Material and design – I analysed texts from several periodicals with psychosocial, social policy and
medical perspectives between 1997 and 2005. Four basic conceptual and argumentative underpinnings
emerged which gave credence to the medical and rational approach, and the validity of these four elements
was then investigated. I also collected all the texts on drug addiction and its treatment from two medical
journals in 1965–1976 to examine the way in which drug addiction was conceptualised during this earlier
phase. Results – The material shows that there are at least four reasons why medicalisation and
rationalisation cannot explain the implementation of substitution treatments in Finland.
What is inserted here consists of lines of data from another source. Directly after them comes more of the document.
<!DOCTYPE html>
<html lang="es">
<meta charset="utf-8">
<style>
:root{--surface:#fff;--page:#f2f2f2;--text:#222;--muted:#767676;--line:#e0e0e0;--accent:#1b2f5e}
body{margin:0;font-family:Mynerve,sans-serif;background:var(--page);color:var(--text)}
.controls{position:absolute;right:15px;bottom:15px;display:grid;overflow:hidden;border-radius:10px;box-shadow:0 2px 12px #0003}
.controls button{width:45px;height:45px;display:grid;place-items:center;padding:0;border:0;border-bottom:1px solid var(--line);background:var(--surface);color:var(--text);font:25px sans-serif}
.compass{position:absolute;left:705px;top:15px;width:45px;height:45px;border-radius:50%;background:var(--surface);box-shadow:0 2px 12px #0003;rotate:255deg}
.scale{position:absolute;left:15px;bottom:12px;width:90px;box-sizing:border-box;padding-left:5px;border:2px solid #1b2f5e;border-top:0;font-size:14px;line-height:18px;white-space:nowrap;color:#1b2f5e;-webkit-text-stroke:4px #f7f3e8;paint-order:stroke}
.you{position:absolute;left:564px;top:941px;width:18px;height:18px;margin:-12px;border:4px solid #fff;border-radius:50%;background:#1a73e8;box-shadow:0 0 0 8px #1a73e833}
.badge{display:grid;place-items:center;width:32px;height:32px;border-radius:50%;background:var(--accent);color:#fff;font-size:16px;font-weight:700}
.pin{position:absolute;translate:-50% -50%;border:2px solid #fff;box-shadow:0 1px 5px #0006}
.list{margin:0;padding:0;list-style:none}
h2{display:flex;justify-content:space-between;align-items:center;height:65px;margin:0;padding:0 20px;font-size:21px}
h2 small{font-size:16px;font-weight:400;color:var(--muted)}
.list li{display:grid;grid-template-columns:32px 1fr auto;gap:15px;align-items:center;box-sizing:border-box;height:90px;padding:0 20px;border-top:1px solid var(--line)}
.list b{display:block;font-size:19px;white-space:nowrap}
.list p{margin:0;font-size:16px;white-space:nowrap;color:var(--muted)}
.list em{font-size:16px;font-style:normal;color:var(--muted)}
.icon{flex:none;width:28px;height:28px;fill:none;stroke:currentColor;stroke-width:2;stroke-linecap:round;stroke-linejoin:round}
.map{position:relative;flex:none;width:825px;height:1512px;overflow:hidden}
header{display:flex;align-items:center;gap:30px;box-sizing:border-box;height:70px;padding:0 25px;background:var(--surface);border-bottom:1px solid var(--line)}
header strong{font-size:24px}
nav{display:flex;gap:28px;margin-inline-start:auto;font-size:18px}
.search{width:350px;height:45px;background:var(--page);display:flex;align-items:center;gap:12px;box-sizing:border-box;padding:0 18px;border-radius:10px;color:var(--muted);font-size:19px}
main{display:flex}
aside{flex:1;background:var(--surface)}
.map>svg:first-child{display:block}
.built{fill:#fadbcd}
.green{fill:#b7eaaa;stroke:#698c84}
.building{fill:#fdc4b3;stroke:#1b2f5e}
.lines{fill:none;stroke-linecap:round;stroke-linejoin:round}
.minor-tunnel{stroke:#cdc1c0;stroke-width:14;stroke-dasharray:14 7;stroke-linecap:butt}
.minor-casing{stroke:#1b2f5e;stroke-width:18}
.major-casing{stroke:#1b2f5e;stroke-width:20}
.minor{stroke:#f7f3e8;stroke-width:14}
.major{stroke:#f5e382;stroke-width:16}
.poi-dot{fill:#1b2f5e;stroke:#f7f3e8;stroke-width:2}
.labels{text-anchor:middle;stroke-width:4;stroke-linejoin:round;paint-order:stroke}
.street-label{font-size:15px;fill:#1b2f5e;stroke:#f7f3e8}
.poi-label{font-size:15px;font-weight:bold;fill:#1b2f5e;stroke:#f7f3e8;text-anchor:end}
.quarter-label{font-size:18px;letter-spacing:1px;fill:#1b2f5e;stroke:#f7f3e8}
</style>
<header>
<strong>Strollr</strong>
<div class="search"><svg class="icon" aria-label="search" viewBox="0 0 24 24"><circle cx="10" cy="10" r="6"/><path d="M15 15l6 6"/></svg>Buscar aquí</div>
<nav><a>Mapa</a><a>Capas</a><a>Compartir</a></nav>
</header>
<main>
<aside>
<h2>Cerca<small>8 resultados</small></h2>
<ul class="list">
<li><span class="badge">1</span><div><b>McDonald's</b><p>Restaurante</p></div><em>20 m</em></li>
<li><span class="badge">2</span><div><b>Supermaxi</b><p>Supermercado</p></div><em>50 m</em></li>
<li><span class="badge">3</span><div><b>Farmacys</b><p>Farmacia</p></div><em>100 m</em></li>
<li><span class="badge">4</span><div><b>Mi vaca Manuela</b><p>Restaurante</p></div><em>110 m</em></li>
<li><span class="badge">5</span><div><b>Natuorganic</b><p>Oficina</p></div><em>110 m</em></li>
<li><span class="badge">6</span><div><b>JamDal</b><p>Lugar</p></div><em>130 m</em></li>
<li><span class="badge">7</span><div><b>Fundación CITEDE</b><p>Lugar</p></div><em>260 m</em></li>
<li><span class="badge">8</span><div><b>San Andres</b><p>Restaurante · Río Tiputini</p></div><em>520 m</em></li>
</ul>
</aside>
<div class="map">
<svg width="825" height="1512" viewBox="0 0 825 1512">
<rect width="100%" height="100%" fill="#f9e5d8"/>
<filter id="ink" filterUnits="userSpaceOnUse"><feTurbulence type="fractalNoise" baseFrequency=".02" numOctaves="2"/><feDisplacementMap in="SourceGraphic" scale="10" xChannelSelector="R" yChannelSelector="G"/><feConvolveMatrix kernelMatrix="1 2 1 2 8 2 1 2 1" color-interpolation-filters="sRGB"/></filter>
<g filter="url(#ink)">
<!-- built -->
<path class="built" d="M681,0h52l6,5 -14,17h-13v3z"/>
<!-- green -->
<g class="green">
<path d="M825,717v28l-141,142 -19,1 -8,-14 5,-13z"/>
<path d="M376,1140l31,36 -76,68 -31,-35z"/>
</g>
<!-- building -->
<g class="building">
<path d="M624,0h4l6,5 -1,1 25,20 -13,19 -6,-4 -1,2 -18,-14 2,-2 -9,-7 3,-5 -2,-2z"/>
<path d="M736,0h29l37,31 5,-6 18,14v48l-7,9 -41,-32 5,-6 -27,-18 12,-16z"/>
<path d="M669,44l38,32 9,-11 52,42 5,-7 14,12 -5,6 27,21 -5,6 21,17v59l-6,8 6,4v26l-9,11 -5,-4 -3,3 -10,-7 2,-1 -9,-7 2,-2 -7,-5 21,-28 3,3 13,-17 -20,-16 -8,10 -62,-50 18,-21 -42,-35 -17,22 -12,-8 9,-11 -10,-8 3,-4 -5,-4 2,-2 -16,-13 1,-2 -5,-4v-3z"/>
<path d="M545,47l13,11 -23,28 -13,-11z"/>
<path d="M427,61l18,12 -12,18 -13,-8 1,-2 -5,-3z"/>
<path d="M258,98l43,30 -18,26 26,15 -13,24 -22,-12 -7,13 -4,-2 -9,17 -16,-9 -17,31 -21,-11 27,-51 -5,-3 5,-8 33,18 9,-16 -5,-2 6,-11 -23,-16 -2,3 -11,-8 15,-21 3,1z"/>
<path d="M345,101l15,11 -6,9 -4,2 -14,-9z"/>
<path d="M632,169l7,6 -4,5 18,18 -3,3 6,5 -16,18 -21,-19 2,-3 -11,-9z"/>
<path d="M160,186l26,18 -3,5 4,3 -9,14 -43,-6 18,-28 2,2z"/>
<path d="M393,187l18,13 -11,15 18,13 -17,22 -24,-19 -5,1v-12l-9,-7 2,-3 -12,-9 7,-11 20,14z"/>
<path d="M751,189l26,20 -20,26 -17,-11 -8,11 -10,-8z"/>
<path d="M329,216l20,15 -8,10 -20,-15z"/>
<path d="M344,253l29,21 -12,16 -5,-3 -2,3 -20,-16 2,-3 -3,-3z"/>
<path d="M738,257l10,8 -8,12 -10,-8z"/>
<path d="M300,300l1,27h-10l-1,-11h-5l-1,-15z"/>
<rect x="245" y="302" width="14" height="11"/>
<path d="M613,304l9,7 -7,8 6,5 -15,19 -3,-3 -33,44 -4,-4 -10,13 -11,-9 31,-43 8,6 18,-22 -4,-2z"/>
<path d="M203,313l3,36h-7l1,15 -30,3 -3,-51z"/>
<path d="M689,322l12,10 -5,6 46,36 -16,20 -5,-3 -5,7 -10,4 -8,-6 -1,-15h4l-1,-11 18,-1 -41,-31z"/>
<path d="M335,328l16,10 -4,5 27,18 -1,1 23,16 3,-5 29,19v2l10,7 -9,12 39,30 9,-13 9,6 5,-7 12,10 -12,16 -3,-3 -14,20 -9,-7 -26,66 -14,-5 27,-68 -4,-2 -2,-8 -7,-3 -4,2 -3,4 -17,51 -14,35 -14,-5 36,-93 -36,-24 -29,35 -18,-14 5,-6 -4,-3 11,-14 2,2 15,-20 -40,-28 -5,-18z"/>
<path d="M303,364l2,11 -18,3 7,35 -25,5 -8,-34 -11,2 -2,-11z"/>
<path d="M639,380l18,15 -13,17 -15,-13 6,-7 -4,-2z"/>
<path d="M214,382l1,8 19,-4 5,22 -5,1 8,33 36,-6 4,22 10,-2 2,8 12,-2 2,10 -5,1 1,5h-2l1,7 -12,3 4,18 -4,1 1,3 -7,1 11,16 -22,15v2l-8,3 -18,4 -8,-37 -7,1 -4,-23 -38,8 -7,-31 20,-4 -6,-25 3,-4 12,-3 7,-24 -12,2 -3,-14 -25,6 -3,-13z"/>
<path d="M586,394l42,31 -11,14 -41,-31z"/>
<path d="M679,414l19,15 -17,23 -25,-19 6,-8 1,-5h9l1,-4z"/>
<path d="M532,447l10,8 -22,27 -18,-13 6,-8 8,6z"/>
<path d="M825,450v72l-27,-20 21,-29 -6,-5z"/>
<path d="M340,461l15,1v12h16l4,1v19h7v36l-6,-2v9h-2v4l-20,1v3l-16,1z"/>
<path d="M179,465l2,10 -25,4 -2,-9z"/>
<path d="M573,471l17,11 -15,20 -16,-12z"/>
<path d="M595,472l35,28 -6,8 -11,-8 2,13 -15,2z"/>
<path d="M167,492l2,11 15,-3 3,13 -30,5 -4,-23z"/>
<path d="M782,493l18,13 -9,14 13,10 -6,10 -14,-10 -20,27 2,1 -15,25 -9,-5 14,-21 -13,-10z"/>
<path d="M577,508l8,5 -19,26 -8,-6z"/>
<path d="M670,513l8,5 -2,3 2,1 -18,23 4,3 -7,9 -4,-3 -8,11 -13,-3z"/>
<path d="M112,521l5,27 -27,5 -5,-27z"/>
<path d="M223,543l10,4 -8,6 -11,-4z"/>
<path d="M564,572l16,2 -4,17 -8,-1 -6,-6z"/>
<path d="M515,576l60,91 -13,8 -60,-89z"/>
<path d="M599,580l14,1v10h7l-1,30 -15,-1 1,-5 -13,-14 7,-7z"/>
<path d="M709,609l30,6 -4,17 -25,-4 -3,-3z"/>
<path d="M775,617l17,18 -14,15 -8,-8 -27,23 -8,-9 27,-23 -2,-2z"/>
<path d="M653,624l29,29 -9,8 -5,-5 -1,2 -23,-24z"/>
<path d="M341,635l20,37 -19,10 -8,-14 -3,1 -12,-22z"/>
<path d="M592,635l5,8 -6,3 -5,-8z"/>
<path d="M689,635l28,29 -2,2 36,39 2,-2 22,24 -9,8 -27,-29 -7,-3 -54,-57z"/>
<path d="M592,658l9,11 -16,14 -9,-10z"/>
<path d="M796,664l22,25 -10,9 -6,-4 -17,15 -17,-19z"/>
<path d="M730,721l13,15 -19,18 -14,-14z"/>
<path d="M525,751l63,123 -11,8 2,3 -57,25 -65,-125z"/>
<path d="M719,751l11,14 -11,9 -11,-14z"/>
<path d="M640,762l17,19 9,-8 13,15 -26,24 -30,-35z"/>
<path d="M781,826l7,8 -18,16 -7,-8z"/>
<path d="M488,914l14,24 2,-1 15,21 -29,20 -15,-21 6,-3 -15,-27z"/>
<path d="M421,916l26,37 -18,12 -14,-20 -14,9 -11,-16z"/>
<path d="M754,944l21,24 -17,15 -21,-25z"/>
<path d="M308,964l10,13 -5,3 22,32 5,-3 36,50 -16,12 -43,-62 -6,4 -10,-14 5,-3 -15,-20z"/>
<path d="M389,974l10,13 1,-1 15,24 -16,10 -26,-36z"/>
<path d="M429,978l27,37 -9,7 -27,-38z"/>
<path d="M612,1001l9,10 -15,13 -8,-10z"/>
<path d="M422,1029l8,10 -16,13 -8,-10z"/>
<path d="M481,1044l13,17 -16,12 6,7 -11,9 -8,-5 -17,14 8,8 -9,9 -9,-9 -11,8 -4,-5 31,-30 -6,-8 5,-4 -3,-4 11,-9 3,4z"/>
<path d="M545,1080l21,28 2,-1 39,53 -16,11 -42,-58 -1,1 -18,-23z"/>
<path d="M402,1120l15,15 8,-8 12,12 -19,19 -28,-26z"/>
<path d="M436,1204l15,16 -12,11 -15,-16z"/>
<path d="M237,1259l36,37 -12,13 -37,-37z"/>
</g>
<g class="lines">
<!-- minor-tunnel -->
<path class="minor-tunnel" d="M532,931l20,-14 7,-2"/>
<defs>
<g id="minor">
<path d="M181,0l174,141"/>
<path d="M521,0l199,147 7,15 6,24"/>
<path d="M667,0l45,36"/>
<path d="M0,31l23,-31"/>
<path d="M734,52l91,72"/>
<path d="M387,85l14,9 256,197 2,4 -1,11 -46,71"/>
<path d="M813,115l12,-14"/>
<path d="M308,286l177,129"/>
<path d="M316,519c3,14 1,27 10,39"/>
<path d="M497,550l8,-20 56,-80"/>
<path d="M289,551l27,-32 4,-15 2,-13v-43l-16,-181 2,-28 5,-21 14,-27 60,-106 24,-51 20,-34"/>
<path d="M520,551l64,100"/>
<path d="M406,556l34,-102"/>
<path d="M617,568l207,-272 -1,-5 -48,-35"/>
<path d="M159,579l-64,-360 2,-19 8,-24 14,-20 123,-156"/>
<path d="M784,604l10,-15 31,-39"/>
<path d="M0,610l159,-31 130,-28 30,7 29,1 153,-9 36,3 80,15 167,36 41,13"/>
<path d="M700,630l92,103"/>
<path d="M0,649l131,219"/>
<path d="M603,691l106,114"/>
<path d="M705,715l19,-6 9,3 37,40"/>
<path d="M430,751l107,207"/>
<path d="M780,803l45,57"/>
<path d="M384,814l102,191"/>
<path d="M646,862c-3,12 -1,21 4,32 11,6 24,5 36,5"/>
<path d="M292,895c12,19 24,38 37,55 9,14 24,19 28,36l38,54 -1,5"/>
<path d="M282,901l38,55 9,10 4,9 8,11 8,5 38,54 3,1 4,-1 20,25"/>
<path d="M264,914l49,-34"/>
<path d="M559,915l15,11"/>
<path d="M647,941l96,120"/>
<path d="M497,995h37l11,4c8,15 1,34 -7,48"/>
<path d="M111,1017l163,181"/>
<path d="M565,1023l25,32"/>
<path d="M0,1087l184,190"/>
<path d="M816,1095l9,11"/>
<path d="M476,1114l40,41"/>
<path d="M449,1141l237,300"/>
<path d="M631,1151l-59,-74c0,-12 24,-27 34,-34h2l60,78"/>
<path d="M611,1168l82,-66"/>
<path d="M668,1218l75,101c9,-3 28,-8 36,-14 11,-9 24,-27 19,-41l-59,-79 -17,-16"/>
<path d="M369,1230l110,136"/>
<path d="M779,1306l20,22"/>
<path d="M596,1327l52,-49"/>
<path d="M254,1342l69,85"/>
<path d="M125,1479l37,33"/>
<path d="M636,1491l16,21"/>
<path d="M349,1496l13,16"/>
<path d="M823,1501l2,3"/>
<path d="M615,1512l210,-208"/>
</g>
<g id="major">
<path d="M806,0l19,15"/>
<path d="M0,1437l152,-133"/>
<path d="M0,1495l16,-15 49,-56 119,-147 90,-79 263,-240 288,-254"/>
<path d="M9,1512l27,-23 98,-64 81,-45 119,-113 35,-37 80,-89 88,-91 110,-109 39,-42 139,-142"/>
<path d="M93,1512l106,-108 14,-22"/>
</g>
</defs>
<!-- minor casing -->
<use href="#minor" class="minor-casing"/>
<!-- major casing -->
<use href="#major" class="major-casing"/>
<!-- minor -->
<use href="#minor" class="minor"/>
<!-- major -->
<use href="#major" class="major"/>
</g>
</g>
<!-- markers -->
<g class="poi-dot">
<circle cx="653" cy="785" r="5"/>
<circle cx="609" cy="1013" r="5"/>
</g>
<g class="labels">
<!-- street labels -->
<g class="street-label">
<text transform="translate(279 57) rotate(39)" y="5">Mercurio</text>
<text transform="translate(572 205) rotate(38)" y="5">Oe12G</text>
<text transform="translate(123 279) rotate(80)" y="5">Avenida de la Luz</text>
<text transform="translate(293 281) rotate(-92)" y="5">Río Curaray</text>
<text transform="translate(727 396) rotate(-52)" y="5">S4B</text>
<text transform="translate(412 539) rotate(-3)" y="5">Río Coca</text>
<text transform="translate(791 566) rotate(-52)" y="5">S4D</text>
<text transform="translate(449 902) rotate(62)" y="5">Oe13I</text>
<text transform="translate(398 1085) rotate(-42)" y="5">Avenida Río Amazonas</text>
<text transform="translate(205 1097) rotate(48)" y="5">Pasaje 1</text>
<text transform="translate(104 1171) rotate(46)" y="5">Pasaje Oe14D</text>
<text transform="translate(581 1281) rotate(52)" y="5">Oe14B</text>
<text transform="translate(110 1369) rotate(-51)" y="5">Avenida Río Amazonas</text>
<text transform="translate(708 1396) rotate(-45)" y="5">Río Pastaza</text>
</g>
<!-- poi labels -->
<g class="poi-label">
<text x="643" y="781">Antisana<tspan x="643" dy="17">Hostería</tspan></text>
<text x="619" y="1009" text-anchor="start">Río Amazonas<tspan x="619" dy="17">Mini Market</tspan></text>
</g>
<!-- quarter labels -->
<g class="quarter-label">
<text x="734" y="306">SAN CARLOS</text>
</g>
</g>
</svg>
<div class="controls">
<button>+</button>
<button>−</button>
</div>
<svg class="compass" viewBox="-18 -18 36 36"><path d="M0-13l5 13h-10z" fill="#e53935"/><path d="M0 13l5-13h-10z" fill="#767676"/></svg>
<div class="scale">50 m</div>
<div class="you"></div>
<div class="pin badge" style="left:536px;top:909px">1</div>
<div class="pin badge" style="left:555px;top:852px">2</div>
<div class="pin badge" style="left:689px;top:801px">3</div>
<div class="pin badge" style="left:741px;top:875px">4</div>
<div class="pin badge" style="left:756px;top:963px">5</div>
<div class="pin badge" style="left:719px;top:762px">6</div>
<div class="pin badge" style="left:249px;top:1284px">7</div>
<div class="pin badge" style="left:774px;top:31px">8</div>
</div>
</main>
First, progress
in medical research on addiction did not make STs necessary. Second, the effectiveness of substitution
treatments hinges on a particular kind of scientific rationality that cannot be equated with rationality per
se. Third, it was not the 1990s and 2000s that drug addiction was coded as a medical problem for the
first time. Fourth, it is difficult to include into the medicalisation theory how people actively want to be
‘medicalised’. Medical knowledge and technology open up new domains of knowledge with possible
relations to practices of power and offer people new ways of self-understanding. How these different
practices work is a question of empirical research. Both ‘rationalisation’ and ‘medicalisation’ are concepts
often used in an inflationary way, and this may make them insensitive as analytical instruments.